Iran to restrict nuclear inspections unless sanctions lifted

Government spokesperson Ali Rabiei said Iran would start restricting short-notice inspections of its nuclear facilities beginning next month.

al-monitor Iranian government spokesperson Ali Rabiei speaks during a news conference in the capital Tehran on July 22, 2019. Photo by AFP via Getty Images.

Jan 26, 2021

Iran will begin restricting UN inspectors' access to its nuclear sites next month if new US President Joe Biden doesn’t lift crippling sanctions imposed by the previous administration. 

The landmark 2015 nuclear deal, known as the Joint Comprehensive Plan of Action, called on Iran to implement an Additional Protocol granting the International Atomic Energy Agency short notice access to Iran's nuclear sites. The IAEA, the UN's nuclear watchdog agency, currently carries out regular inspections as well as the more intrusive inspections called for under the Additional Protocol. 

But in a televised news conference on Tuesday, government spokesperson Ali Rabiei said Iran would start restricting the more intrusive type of access on Feb. 19. 

“Our law is very clear regarding this issue,” Rabiei. “But it does not mean Iran will stop other inspections by the International Atomic Energy Agency.” 

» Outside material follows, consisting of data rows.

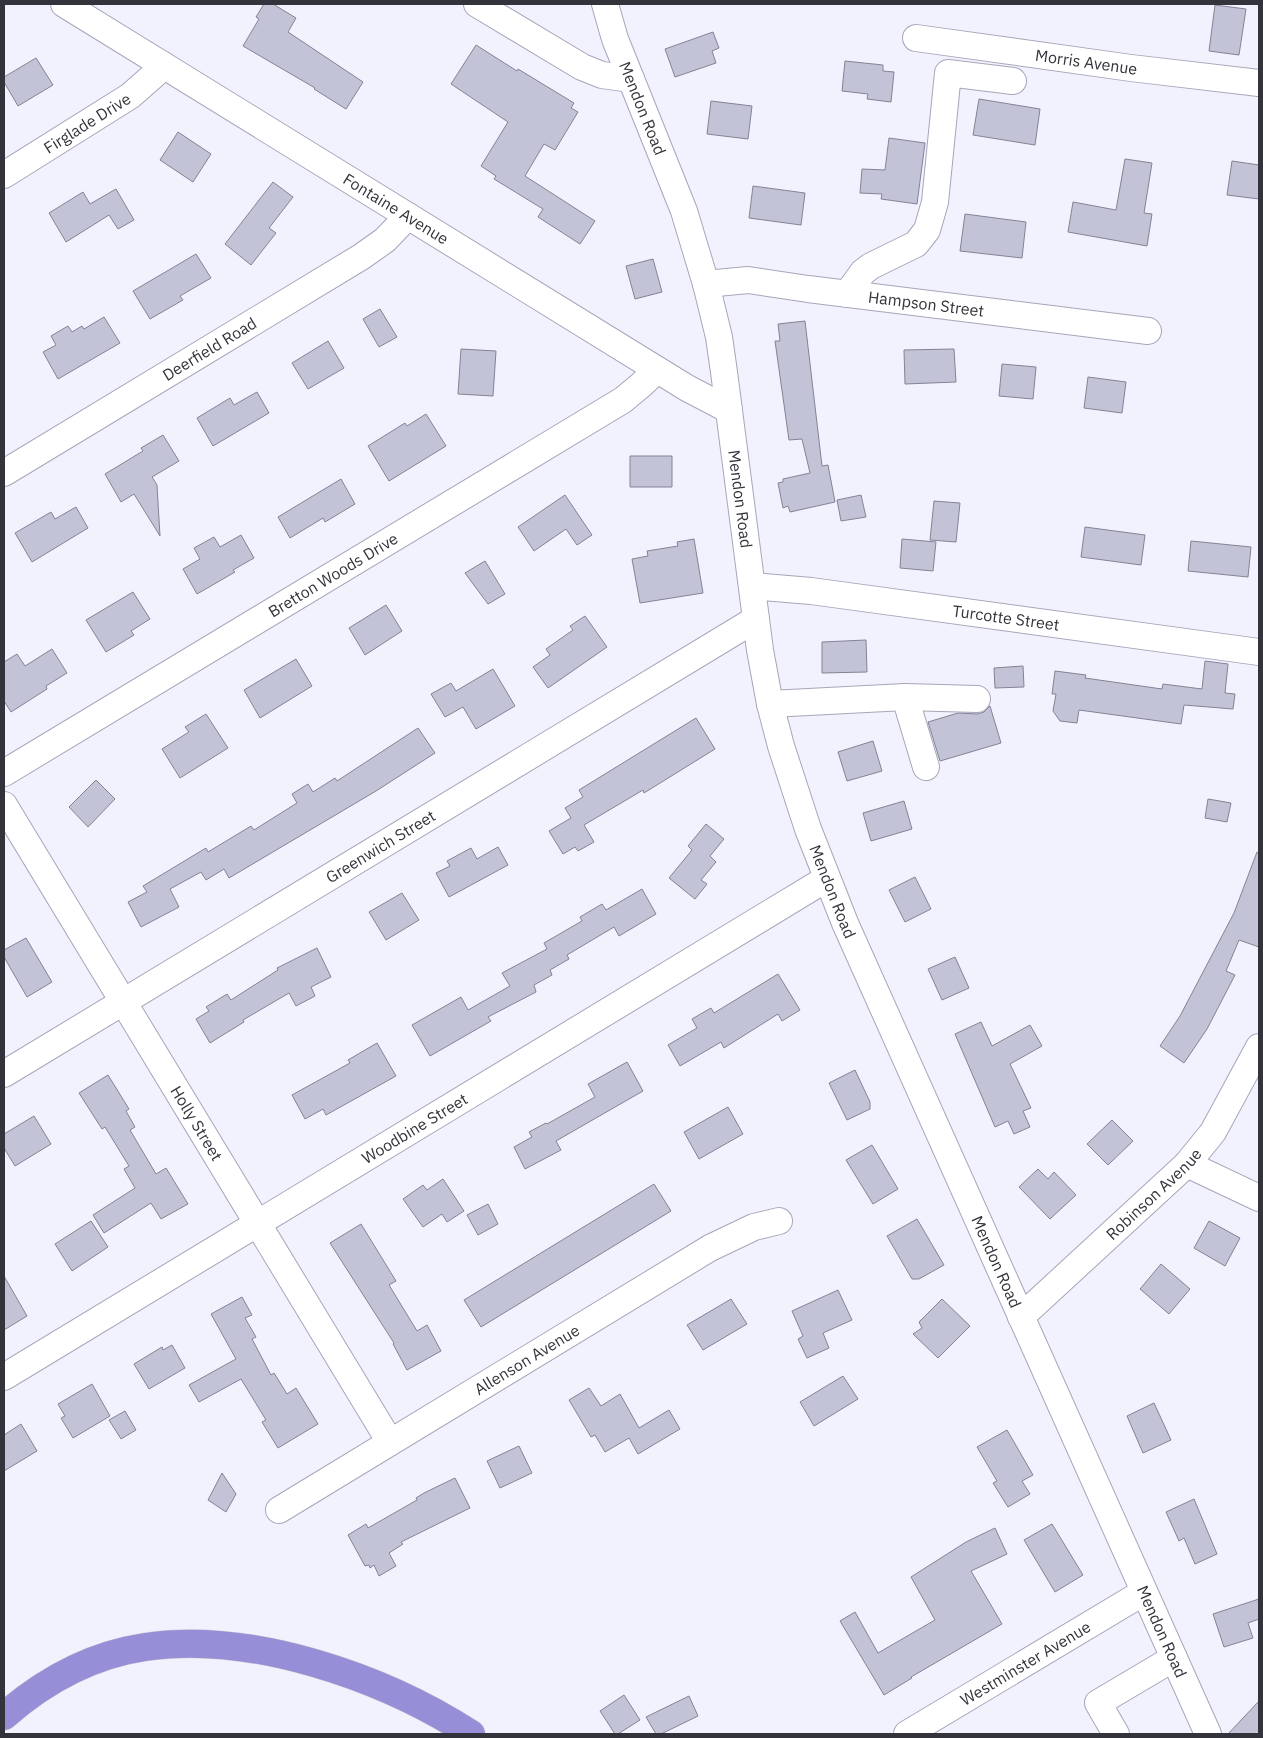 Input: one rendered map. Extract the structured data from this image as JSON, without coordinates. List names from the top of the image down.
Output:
{
  "streets": {
    "street": [
      "Morris Avenue",
      "Mendon Road",
      "Firglade Drive",
      "Fontaine Avenue",
      "Hampson Street",
      "Deerfield Road",
      "Bretton Woods Drive",
      "Turcotte Street",
      "Greenwich Street",
      "Holly Street",
      "Woodbine Street",
      "Robinson Avenue",
      "Allenson Avenue",
      "Westminster Avenue"
    ]
  },
  "crossings": [
    ["Mendon Road", "Fontaine Avenue"],
    ["Mendon Road", "Hampson Street"],
    ["Mendon Road", "Turcotte Street"],
    ["Mendon Road", "Greenwich Street"],
    ["Mendon Road", "Woodbine Street"],
    ["Mendon Road", "Robinson Avenue"],
    ["Mendon Road", "Westminster Avenue"],
    ["Firglade Drive", "Fontaine Avenue"],
    ["Fontaine Avenue", "Deerfield Road"],
    ["Fontaine Avenue", "Bretton Woods Drive"],
    ["Greenwich Street", "Holly Street"],
    ["Holly Street", "Woodbine Street"],
    ["Holly Street", "Allenson Avenue"]
  ]
}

Iran’s hard-liner-dominated parliament passed legislation last month that mandates increased uranium enrichment and an end to “implementation of the Additional Protocol” if sanctions aren’t lifted by Feb. The law came in response to the suspected Israeli assassination of one of Iran’s top nuclear scientists, Mohsen Fakhrizade, in November. 

On Monday, Foreign Ministry spokesperson Saeed Khatibzadeh clarified that Iran’s cooperation with the IAEA “will not cease” and there are no plans to expel UN inspectors. 

Iran has steadily breached its obligations under the multilateral accord since former President Donald Trump abandoned the deal in 2018 and unilaterally imposed harsh economic sanctions. In the final months of Trump’s presidency, the administration slapped a slew of additional sanctions on Iran in what critics said was meant to complicate Biden’s return to diplomacy. 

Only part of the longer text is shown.